WAITING. A cemetery worker wearing protective gear waits for an unclaimed COVID-19 victim, at the municipal cemetery No. 13 in Tijuana, Baja California state, Mexico, on April 21, 2020. AFP File Photo

Hospitals, care homes

Germany, Luxembourg, South Korea and Spain count all deaths of those who have tested positive for COVID-19, whether they take place in hospital or elsewhere.

In Belgium, where care homes have officially accounted for more than half the deaths, the figures include even people who have not been tested, but are suspected of having been infected.

France also counts deaths in care homes, which make up more than a third of the number.

Other countries, such as China and Iran, only count deaths in hospital in their daily tolls.

That is also the case in Britain. More complete figures are published every week by the Office for National Statistics, but with a time lag of 10 days, and these figures do not include deaths in Scotland and Northern Ireland.

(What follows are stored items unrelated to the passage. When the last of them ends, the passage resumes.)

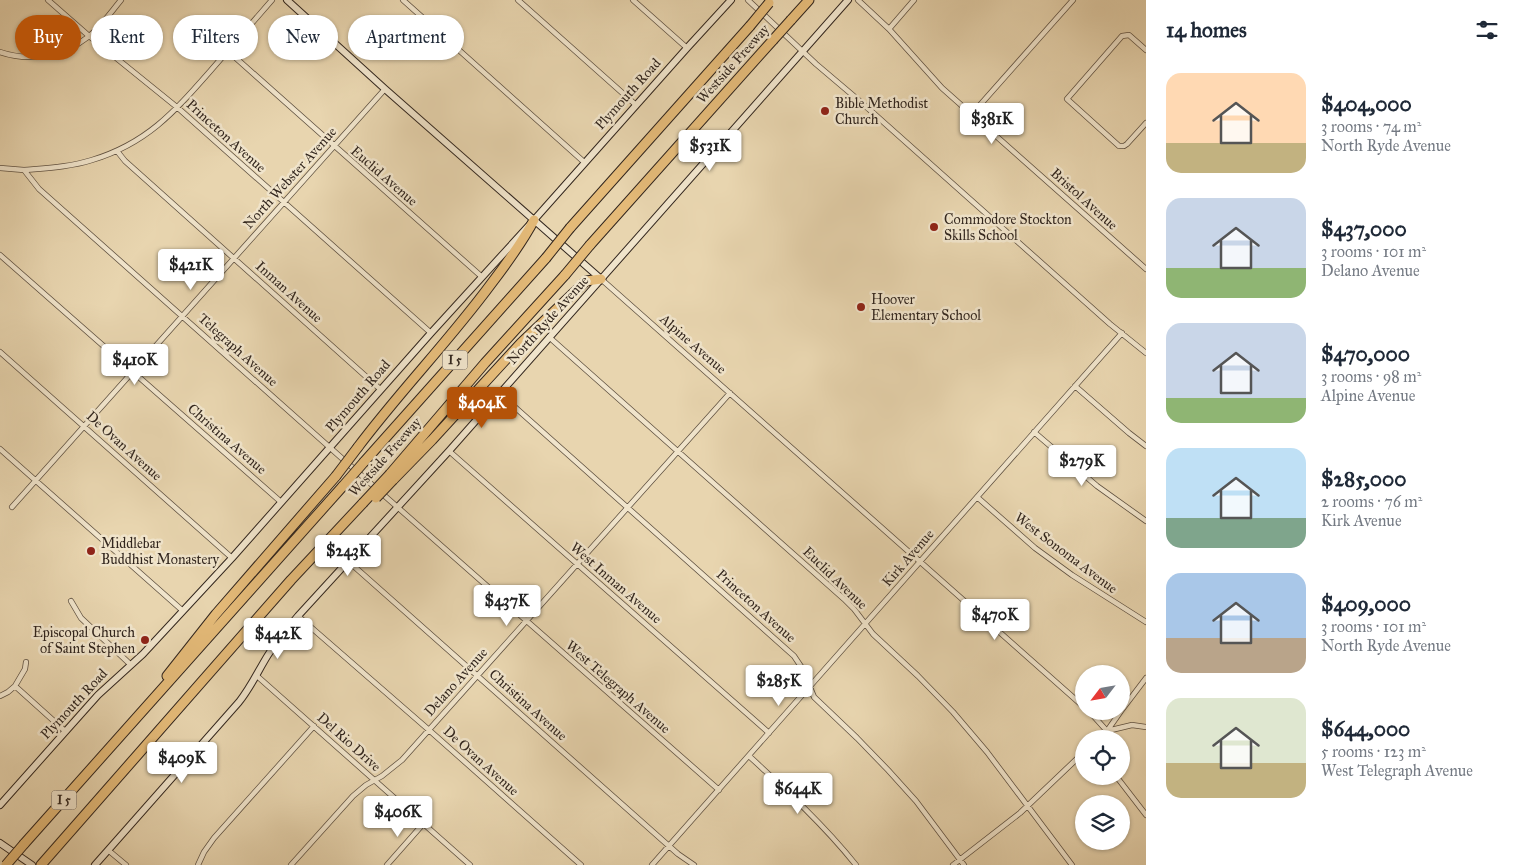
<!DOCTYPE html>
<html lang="en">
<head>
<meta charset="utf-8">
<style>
  body { margin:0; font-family:"IM FELL Great Primer",serif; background:#f6f6f7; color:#1f2937; height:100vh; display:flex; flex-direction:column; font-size:19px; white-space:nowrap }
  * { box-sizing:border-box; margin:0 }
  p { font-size:16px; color:#747a83 }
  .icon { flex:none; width:28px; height:28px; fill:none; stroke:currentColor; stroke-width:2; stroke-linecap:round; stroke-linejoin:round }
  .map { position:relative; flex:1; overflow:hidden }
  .drawer { display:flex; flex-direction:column; background:#fff; width:375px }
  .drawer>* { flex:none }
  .guide { position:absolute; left:15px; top:15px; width:475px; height:45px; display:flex; gap:10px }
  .needle { width:32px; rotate:239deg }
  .fabs { position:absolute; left:1075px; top:665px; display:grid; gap:10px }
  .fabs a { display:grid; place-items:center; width:55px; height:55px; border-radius:50%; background:#fff; box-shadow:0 1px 4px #0004; font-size:25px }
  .price { position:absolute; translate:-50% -42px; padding:0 11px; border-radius:5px; background:#fff; color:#222; font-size:16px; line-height:32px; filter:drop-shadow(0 1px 2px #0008) }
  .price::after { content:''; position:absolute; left:50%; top:30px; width:15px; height:11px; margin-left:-8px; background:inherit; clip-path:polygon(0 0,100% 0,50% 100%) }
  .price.current { background:#b45309; color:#fff }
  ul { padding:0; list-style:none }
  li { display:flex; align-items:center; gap:15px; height:125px; padding:0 20px }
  li span { display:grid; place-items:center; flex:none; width:140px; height:100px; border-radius:15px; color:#555 }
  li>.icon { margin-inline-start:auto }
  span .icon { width:60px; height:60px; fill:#fffc; stroke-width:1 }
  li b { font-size:21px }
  h2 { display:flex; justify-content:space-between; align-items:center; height:60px; padding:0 20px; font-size:21px }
  .pill { padding:0 18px; border-radius:22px; background:#fff; box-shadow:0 1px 4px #0004; font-size:18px; line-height:45px }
  .pill.current { background:#b45309; color:#fff }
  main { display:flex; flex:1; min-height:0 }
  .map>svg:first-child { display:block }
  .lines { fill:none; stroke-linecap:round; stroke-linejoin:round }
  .street-casing { stroke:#605242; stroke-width:6 }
  .secondary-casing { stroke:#32261e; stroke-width:8 }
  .highway-casing { stroke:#32261e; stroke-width:11 }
  .street { stroke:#f0e4cb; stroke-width:4.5 }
  .secondary { stroke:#f0e4cb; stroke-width:6 }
  .highway { stroke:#e4ba78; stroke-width:9 }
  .highway-bridge-casing { stroke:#32261e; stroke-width:11; stroke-linecap:butt }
  .highway-bridge { stroke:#e4ba78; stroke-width:9 }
  .poi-dot { fill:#8f2418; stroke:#f0e4cb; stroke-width:2 }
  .labels { text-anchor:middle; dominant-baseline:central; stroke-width:5; stroke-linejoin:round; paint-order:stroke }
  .shield { fill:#f0e4cb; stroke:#6b5f52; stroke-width:1 }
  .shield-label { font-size:12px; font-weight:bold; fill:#32261e }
  .street-label { font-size:14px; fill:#32261e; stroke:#f0e4cb }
  .poi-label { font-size:14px; fill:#32261e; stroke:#f0e4cb; text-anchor:start }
</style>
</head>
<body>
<main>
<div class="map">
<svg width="1146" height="865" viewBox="0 0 1146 865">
  <rect width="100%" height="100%" fill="#e8d5af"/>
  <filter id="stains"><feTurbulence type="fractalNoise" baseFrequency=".004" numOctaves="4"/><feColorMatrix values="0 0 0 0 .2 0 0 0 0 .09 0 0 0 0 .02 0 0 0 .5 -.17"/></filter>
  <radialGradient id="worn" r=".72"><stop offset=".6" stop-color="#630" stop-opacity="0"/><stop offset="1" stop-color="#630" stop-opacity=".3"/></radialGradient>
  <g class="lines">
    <g class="street-casing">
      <path id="street" d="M48,0L89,36L178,108L431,333
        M403,0L584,162
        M518,0L636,105
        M633,0L687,48
        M748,0L816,64L862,103L1110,324L1146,353
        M858,0L889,29L942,88L1146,269
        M889,29L914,0
        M1146,50L1129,35L1122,36L1067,99L1119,146H1124L1127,144L1146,123
        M228,51L482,277
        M0,52C29,62 64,56 88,37C101,27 111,12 121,0
        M972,114L1073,0
        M117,151L125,161L380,389
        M0,168L24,170L39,189L345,461L719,790
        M24,170C47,168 70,167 92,160C148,143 175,111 212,69C232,46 252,23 272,0
        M0,255L281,502
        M601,279L1084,707
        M549,337L844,599L854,609L873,634L918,676L953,712L987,752L1072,865
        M0,352L232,558
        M1075,386L1129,433L1146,446
        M499,393L794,656L802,668L814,697L857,738L888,770L916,801L964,865
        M1034,432L1097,486L1146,521
        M0,449L183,611
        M449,451L769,733
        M977,497L1035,548L1072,575L1146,622
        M12,507L385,89
        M348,561L678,854L694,865
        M71,601L81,618L131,665
        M298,616L429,730L581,865
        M257,676L470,865
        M15,686L25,669L26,662
        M0,696L8,692L15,686L65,731
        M1089,711L1107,731
        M1121,711L1146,678
        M1107,731L1132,725L1146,727
        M1099,739L1107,731L1121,711
        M1106,739L1107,731
        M749,756C787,791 824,825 856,865
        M1116,776L1146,815
        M108,850L126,865
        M198,865L204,852L214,838L314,726
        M291,865L353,796L366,785L382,776L402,760L730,393
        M387,865L424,823
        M652,865L1122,333
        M953,865L1020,813L1084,752"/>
    </g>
    <g class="secondary-casing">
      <path id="secondary" d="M287,0L385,89L601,279
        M0,805L98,695L143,654L232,558L431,333L534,220L687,48L731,0
        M0,843L32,865
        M95,865L239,702C251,687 258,671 268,655C277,641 287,629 298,616L449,451L848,0"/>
    </g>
    <g class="highway-casing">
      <path id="highway" d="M791,20L809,0
        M570,228L750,26
        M590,245L773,40
        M358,447C400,391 449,341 491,284C507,263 522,243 534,220
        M364,462L546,258
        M390,474L485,363L565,275
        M393,480L432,440L521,343L564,302L586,281L601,279
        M167,676L216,614L336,476
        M24,844L343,486
        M41,865L291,580L363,503"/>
    </g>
    <use href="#street" class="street"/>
    <use href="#secondary" class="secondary"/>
    <use href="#highway" class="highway"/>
    <g class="highway-bridge-casing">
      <path id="highway-bridge" d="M750,26L769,3
        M773,40L791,20
        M546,258L570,228
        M565,275L590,245
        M336,476L358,447
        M343,486L364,462
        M376,498L393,480
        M363,503L390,474
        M6,865L24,844"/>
    </g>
    <use href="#highway-bridge" class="highway-bridge"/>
  </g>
  <g class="poi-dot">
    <circle cx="825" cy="111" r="5"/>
    <circle cx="934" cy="227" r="5"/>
    <circle cx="861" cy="307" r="5"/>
    <circle cx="91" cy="551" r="5"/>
    <circle cx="145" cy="640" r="5"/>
  </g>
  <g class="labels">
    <g class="shield">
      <rect x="442.5" y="350.5" width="25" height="19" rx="4"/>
      <rect x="51.5" y="790.5" width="25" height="19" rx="4"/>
    </g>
    <g class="shield-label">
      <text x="455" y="360">I 5</text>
      <text x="64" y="800">I 5</text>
    </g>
    <g class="street-label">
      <text transform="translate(733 64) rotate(-48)">Westside Freeway</text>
      <text transform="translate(628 94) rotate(-48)">Plymouth Road</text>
      <text transform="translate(226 136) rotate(42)">Princeton Avenue</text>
      <text transform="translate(384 176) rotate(41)">Euclid Avenue</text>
      <text transform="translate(290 178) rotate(-48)">North Webster Avenue</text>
      <text transform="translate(1084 199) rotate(42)">Bristol Avenue</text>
      <text transform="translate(289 292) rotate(42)">Inman Avenue</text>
      <text transform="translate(548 320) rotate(-48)">North Ryde Avenue</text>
      <text transform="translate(693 344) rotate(41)">Alpine Avenue</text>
      <text transform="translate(238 350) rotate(42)">Telegraph Avenue</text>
      <text transform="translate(358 396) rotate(-49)">Plymouth Road</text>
      <text transform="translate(227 439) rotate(41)">Christina Avenue</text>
      <text transform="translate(124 446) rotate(42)">De Ovan Avenue</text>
      <text transform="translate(385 457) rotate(-48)">Westside Freeway</text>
      <text transform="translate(1066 553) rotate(37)">West Sonoma Avenue</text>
      <text transform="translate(908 558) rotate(-49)">Kirk Avenue</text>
      <text transform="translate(835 578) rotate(44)">Euclid Avenue</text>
      <text transform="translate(616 583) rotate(41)">West Inman Avenue</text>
      <text transform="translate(756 606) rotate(42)">Princeton Avenue</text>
      <text transform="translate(456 682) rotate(-48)">Delano Avenue</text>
      <text transform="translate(618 687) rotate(41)">West Telegraph Avenue</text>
      <text transform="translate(74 704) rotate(-47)">Plymouth Road</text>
      <text transform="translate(528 705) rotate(42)">Christina Avenue</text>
      <text transform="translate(349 742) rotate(42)">Del Rio Drive</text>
      <text transform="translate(481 761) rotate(42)">De Ovan Avenue</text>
    </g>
    <g class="poi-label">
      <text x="835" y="103">Bible Methodist<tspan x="835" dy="16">Church</tspan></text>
      <text x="944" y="219">Commodore Stockton<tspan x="944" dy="16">Skills School</tspan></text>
      <text x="871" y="299">Hoover<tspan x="871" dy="16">Elementary School</tspan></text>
      <text x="101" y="543">Middlebar<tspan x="101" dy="16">Buddhist Monastery</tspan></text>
      <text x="135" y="632" text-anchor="end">Episcopal Church<tspan x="135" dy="16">of Saint Stephen</tspan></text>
    </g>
  </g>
  <rect width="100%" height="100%" filter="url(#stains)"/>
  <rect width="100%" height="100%" fill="url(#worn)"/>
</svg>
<div class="fabs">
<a><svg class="needle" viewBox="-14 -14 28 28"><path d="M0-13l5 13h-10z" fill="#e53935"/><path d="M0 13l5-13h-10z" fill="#747a83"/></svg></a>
<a><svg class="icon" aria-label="locate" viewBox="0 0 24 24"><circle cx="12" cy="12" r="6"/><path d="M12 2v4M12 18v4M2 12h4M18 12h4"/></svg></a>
<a><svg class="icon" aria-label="layers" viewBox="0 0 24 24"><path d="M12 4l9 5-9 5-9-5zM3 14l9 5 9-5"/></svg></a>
</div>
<b class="price" style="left:992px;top:145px">$381K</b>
<b class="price" style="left:710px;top:172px">$531K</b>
<b class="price" style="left:191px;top:291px">$421K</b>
<b class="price" style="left:135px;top:386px">$410K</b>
<b class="price current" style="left:482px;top:429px">$404K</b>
<b class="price" style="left:1082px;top:487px">$279K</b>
<b class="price" style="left:348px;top:577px">$243K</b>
<b class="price" style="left:507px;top:627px">$437K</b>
<b class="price" style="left:995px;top:641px">$470K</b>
<b class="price" style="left:278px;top:660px">$442K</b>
<b class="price" style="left:779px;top:707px">$285K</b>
<b class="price" style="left:182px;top:784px">$409K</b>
<b class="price" style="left:798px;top:815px">$644K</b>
<b class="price" style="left:398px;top:838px">$406K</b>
<div class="guide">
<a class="pill current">Buy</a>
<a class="pill">Rent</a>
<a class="pill">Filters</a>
<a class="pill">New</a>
<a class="pill">Apartment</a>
</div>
</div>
<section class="drawer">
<h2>14 homes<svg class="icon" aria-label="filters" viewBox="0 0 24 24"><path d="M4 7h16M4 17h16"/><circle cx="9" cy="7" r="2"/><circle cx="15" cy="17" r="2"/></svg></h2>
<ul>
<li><span style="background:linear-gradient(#ffd9b3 70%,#c2b280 0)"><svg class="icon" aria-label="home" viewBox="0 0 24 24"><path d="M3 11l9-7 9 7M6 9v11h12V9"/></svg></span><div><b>$404,000</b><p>3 rooms · 74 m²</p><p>North Ryde Avenue</p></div></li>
<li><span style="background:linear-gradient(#c9d6e8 70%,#8fb573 0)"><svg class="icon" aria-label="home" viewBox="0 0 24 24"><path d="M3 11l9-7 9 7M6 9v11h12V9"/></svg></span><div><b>$437,000</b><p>3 rooms · 101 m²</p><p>Delano Avenue</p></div></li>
<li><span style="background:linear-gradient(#c9d6e8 75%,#8fb573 0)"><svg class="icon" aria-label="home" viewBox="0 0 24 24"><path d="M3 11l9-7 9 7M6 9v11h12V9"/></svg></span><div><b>$470,000</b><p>3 rooms · 98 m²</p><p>Alpine Avenue</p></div></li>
<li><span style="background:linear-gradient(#bfe0f5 70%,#7fa58c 0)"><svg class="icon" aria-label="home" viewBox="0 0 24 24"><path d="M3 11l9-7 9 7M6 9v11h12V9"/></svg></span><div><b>$285,000</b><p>2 rooms · 76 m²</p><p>Kirk Avenue</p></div></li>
<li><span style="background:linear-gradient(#a9c7e8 65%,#b9a48a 0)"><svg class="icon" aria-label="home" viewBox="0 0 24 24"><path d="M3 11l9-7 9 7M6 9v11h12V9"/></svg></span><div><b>$409,000</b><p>3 rooms · 101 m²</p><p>North Ryde Avenue</p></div></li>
<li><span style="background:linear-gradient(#dfe7d0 65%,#c2b280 0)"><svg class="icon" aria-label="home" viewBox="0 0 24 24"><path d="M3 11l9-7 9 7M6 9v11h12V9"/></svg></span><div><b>$644,000</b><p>5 rooms · 123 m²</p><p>West Telegraph Avenue</p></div></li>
</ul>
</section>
</main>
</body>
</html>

In Italy, which has Europe's highest official death toll, only the biggest retirement home hotspots are accounted for, according to the Civil Protection.

In the United States, which has the highest death toll in the world at more than 50,000, the counting method varies from one state to another: while New York counts deaths in care homes, California does not.

COVID-19, or another disease?

Some countries, such as Belgium, Britain, Italy, Luxembourg, South Korea and Spain include in their figures all the people who have tested positive for the coronavirus, even those who died of complications from a pre-existing condition. Other countries are more selective.